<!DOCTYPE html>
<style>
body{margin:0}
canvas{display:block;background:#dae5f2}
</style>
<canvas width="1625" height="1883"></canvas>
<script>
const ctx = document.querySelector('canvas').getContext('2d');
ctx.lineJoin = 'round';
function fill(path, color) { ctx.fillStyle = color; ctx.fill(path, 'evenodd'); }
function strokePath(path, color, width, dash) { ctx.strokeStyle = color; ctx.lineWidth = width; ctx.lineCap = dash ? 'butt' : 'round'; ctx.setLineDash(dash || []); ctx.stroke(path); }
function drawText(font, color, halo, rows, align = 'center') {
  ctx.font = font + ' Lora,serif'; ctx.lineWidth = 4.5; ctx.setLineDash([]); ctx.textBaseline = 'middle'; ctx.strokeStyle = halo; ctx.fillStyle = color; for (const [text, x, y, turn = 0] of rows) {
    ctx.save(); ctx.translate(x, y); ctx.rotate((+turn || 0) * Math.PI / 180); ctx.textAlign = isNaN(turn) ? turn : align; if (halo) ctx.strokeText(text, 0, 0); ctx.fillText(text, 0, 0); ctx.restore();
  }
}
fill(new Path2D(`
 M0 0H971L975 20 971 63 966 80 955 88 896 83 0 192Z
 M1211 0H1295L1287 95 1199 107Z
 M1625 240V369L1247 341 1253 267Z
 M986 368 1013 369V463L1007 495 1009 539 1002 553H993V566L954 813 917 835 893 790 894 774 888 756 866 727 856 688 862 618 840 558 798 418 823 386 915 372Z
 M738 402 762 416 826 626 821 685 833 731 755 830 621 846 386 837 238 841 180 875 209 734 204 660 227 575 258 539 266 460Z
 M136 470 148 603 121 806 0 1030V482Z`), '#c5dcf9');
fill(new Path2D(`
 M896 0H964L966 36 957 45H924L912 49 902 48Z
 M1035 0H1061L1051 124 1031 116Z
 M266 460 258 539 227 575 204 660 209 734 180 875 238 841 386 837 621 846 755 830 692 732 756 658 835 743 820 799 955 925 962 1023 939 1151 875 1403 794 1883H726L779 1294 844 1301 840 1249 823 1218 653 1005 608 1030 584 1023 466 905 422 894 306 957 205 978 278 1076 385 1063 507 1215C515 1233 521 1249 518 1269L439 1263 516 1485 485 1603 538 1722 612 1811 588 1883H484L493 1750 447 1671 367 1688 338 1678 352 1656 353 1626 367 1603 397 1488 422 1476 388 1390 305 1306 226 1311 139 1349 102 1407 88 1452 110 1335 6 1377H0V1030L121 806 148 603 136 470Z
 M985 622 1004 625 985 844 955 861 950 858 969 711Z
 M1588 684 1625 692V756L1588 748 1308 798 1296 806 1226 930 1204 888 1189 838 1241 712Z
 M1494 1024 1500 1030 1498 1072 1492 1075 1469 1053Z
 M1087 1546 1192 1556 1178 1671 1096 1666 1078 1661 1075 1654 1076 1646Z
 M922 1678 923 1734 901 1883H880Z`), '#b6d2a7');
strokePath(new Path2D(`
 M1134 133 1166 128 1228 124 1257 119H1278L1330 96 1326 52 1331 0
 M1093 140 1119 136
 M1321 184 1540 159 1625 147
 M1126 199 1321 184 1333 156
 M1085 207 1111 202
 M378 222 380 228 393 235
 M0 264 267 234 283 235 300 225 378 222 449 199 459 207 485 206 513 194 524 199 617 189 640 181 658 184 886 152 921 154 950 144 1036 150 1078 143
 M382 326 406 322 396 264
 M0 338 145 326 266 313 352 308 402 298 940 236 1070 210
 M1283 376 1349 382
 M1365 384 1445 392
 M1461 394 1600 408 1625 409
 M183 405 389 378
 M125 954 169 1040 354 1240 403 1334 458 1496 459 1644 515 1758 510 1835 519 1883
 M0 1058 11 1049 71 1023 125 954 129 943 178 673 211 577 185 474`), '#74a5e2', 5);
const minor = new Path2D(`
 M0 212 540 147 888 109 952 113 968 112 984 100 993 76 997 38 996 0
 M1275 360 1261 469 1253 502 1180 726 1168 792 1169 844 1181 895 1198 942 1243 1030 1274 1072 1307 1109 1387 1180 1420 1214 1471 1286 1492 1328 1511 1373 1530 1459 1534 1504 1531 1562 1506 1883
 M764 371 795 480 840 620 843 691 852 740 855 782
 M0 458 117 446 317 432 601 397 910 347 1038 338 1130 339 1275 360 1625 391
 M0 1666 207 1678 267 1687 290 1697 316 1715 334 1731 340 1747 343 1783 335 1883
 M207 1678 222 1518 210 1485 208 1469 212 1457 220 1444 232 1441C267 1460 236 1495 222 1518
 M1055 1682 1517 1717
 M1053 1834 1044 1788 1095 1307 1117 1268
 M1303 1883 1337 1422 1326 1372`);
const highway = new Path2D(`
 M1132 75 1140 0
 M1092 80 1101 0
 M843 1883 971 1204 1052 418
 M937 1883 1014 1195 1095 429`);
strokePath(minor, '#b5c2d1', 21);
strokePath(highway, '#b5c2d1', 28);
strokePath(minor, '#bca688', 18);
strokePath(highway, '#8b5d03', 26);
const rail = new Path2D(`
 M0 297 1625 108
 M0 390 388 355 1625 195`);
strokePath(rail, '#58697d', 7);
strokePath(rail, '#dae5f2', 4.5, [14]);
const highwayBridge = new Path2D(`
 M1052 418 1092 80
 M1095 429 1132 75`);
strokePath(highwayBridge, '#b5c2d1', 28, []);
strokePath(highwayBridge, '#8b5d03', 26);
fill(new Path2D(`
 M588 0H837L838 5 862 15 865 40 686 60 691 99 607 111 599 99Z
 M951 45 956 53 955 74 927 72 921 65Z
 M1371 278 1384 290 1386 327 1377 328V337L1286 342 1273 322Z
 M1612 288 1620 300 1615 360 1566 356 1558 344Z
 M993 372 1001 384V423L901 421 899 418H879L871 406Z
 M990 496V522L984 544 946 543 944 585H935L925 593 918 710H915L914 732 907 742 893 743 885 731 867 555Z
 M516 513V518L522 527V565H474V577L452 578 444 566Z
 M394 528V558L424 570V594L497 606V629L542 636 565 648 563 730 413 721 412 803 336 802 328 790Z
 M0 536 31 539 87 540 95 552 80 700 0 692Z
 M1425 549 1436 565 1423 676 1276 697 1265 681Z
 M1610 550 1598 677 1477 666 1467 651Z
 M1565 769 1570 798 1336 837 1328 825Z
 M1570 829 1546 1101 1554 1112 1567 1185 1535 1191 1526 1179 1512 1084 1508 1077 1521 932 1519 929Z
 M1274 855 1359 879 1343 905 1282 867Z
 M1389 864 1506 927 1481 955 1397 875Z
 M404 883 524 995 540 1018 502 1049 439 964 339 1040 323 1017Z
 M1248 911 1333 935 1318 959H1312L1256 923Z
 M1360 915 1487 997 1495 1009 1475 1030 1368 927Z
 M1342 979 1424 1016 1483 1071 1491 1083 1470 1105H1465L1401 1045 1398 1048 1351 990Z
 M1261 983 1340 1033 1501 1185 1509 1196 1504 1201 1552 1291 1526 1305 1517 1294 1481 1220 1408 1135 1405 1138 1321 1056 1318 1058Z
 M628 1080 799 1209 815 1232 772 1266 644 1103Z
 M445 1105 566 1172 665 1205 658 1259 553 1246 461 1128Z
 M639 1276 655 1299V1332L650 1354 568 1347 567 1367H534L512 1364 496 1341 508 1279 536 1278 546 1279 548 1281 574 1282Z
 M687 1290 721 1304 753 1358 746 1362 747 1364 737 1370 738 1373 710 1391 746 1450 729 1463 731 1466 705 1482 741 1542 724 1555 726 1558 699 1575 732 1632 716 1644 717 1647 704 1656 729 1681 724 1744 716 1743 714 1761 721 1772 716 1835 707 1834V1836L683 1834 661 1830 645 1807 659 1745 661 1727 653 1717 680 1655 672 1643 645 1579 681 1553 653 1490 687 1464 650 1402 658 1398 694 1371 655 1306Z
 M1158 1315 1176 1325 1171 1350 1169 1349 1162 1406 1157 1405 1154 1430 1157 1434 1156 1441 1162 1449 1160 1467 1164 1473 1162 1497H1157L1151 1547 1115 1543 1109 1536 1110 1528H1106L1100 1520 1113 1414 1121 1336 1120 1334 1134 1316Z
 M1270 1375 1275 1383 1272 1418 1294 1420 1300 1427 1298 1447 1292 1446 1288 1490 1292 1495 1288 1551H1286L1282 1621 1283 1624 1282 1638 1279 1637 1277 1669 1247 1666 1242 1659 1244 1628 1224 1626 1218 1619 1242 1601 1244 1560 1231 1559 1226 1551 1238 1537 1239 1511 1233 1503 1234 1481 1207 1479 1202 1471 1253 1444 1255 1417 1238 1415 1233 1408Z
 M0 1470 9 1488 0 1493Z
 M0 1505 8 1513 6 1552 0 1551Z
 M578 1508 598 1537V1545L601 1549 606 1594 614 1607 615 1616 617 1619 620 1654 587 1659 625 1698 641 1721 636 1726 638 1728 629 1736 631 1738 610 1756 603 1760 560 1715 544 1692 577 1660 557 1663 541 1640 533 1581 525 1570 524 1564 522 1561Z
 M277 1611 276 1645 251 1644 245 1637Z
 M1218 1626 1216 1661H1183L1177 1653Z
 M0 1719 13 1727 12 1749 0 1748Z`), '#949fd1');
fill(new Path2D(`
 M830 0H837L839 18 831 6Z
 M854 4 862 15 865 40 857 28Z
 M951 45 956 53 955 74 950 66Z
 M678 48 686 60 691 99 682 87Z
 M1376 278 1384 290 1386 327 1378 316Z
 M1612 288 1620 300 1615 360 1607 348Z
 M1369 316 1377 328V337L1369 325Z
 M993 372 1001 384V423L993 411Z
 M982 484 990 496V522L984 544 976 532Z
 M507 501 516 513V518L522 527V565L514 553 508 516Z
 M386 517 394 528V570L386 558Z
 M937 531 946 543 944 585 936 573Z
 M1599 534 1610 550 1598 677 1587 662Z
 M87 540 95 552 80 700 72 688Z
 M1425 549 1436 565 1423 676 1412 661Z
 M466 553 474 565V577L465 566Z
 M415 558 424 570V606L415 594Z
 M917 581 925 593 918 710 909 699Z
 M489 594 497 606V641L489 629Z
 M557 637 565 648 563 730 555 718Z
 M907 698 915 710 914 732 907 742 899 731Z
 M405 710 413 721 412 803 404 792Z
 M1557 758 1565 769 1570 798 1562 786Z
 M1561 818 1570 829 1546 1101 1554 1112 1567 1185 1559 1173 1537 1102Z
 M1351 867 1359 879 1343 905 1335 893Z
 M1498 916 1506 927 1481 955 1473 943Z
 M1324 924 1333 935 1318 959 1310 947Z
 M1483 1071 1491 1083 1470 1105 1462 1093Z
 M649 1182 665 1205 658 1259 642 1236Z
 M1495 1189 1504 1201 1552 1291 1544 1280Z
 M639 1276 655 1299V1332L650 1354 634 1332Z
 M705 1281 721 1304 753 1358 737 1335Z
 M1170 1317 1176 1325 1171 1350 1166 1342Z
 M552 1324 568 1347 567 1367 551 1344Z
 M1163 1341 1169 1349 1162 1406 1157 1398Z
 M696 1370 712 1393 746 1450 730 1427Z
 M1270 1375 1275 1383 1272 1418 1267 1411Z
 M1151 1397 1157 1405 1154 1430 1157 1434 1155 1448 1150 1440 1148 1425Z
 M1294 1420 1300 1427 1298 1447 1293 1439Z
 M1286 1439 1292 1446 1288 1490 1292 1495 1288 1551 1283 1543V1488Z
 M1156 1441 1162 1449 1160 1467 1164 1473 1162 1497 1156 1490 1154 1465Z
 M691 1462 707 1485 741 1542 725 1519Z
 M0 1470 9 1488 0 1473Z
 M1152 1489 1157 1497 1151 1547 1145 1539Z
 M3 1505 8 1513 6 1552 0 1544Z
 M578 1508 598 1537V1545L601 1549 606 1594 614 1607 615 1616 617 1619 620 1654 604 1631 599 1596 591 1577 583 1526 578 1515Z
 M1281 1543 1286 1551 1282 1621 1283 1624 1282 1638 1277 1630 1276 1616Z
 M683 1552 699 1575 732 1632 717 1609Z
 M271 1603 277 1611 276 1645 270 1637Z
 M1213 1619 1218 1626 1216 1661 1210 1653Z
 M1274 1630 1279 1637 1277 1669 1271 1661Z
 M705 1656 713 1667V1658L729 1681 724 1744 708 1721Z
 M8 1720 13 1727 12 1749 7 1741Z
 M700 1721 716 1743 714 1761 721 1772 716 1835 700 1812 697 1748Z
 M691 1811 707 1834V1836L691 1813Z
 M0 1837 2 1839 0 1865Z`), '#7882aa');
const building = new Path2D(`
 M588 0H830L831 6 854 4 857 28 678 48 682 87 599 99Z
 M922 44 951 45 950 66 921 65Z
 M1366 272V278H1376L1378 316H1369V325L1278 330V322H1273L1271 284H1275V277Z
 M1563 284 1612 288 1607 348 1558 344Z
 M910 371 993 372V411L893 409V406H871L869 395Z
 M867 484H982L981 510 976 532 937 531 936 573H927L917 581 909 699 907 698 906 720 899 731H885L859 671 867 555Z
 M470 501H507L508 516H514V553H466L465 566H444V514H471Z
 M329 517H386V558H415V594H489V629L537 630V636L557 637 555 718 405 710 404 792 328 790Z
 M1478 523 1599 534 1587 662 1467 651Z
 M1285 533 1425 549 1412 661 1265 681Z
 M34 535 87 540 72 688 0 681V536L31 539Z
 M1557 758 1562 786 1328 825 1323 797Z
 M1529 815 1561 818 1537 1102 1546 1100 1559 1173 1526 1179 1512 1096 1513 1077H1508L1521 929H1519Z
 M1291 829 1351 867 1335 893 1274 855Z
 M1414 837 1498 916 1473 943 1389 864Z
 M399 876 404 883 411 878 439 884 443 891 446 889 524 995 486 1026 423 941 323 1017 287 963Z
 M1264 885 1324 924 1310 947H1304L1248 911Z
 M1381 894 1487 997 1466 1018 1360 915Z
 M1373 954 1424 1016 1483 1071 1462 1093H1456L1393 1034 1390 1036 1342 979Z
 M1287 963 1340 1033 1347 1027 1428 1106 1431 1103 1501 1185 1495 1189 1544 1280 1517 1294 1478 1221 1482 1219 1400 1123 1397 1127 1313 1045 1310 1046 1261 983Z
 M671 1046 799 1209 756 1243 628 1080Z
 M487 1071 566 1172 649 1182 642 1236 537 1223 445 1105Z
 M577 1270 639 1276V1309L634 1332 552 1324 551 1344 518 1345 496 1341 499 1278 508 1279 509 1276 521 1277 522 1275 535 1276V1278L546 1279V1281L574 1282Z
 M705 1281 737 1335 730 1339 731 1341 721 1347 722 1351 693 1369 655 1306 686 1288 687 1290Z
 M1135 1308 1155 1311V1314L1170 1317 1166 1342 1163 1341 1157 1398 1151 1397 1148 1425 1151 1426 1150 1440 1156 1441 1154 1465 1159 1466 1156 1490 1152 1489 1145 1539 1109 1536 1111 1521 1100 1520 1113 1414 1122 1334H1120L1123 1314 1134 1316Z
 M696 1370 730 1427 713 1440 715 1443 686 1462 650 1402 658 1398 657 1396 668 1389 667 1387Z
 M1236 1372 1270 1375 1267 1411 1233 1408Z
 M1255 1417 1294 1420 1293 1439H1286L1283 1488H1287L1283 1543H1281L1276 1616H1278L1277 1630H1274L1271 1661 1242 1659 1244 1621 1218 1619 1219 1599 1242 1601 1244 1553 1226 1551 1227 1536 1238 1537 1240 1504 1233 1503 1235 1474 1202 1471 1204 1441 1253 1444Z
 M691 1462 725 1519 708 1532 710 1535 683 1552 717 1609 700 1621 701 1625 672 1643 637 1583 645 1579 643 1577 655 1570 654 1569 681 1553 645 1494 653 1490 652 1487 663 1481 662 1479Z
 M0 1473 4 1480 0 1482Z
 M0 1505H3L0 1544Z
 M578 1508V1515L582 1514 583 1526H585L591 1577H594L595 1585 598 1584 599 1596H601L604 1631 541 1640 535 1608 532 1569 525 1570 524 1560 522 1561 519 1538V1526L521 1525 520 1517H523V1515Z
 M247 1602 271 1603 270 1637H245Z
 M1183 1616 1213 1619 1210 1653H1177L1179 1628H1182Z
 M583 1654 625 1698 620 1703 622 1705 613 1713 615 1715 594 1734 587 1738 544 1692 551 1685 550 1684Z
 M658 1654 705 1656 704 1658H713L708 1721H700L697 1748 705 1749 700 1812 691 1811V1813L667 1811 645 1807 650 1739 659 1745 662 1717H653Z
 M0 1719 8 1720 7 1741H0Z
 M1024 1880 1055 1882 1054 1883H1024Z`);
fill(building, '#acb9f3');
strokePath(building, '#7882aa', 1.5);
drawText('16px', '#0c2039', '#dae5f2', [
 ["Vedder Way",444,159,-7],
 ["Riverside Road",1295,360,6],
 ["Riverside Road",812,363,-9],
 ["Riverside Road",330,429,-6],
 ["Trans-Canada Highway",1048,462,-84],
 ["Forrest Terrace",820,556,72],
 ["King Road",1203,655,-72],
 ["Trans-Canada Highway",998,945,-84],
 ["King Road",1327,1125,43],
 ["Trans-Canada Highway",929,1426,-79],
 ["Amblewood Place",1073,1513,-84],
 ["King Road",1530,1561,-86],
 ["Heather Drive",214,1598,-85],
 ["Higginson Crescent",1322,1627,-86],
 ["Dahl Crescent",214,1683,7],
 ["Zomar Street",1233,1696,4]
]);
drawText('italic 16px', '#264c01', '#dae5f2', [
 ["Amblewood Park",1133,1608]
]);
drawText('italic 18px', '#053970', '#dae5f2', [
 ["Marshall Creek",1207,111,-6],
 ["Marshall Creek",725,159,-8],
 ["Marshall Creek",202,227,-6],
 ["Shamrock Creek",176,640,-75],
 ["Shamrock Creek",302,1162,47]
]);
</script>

□ □ □ □ □

[TASK OBJECTIVE]: Each line of the entries holding the string "halo" should be found and copied.

[YOUR RESPONSE]:
function drawText(font, color, halo, rows, align = 'center') {
  ctx.font = font + ' Lora,serif'; ctx.lineWidth = 4.5; ctx.setLineDash([]); ctx.textBaseline = 'middle'; ctx.strokeStyle = halo; ctx.fillStyle = color; for (const [text, x, y, turn = 0] of rows) {
    ctx.save(); ctx.translate(x, y); ctx.rotate((+turn || 0) * Math.PI / 180); ctx.textAlign = isNaN(turn) ? turn : align; if (halo) ctx.strokeText(text, 0, 0); ctx.fillText(text, 0, 0); ctx.restore();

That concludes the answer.